§ Entries supplied:

'''

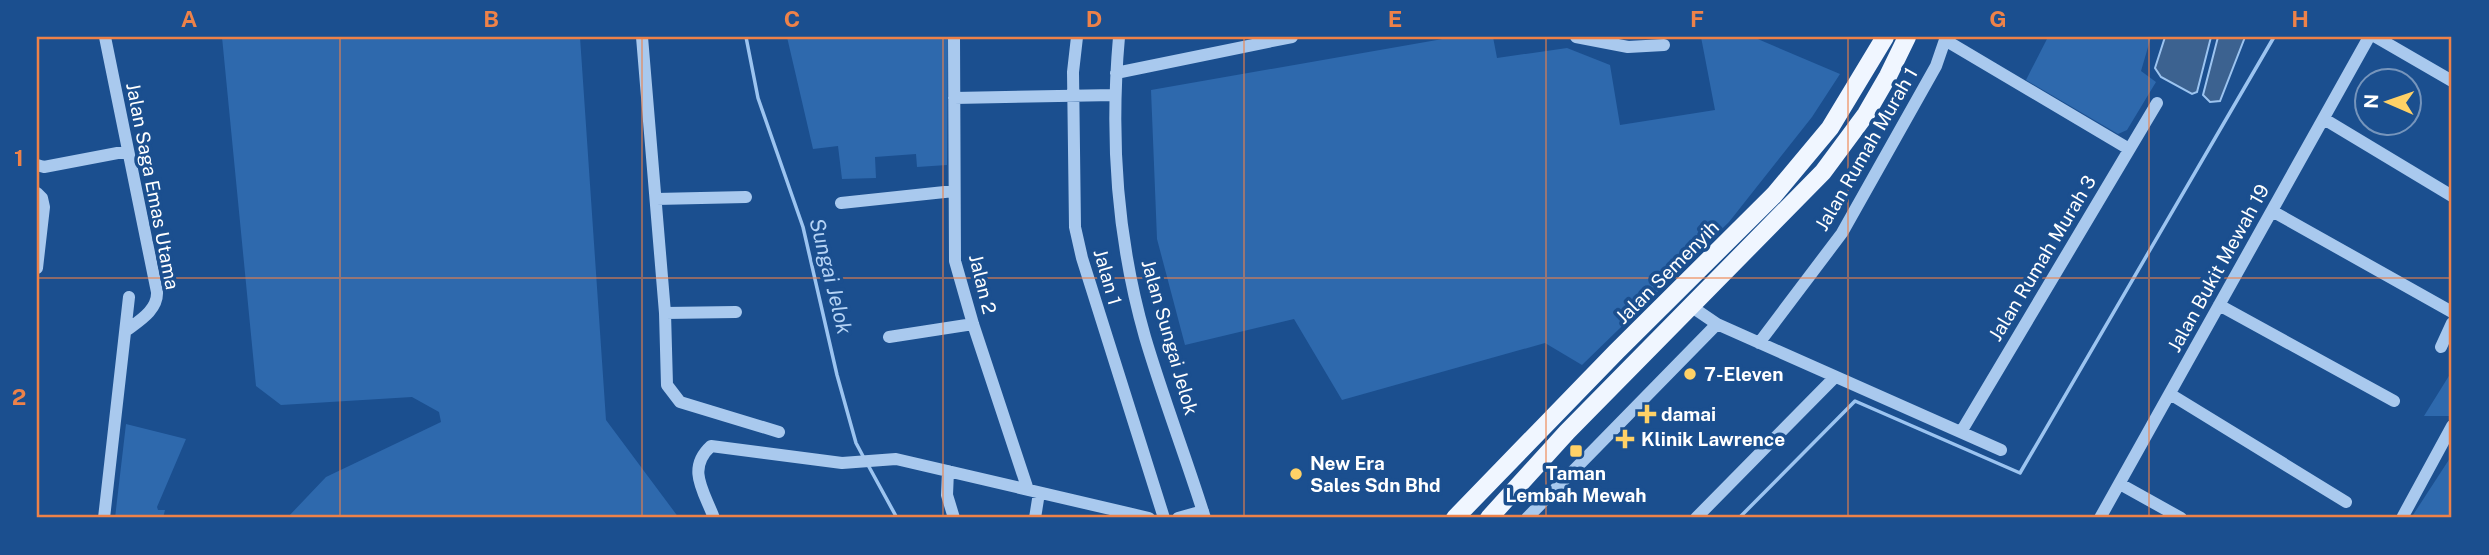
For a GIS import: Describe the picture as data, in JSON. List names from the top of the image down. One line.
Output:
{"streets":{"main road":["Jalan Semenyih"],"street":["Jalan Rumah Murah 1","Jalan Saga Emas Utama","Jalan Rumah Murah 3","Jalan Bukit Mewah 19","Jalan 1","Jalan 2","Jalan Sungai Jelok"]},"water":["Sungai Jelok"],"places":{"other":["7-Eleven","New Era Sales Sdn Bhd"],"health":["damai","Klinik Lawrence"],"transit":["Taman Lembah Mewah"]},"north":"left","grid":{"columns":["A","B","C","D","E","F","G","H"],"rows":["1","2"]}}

'''
'''

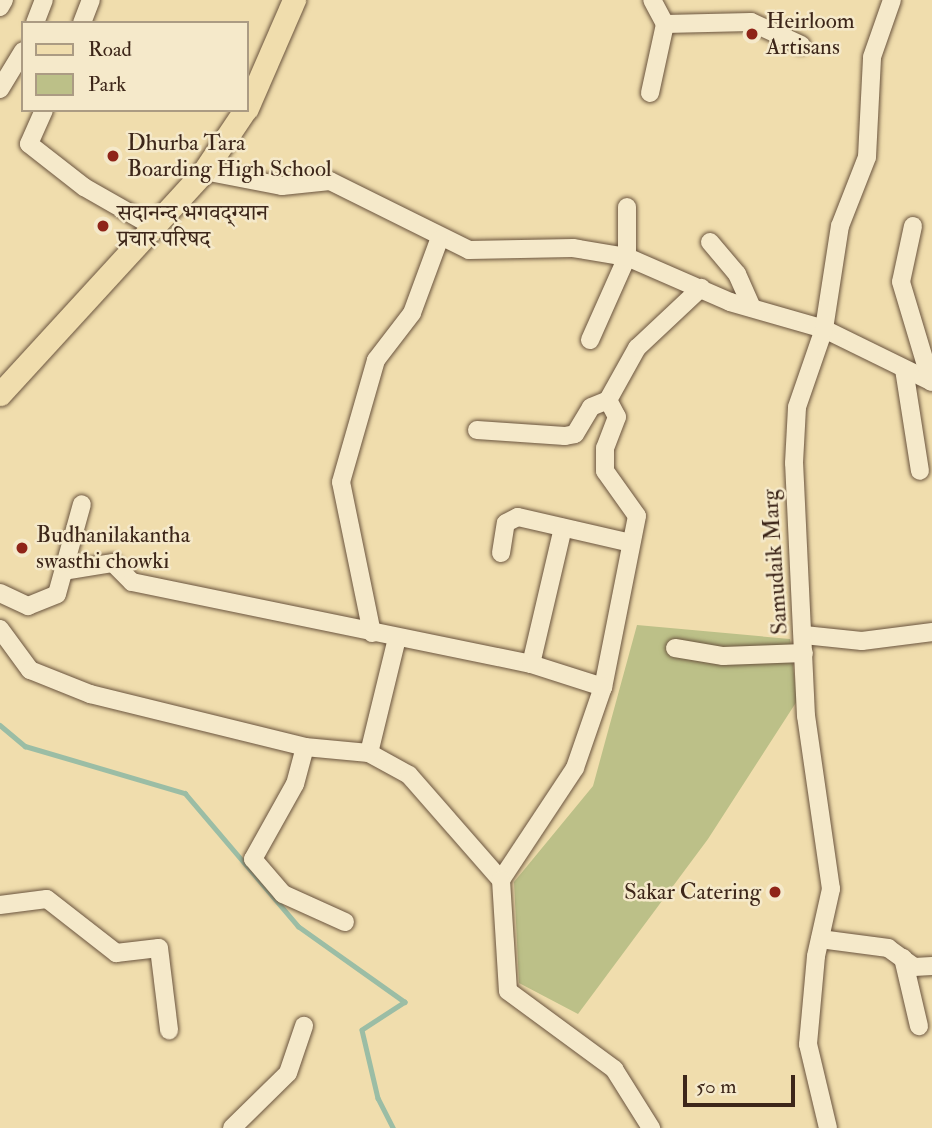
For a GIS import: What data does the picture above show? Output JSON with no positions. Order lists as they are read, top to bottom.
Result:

'''

§ What you have to do:
Each line above with the word "JSON" must be returned.

§ Exercise answer:
For a GIS import: Describe the picture as data, in JSON. List names from the top of the image down. One line.
For a GIS import: What data does the picture above show? Output JSON with no positions. Order lists as they are read, top to bottom.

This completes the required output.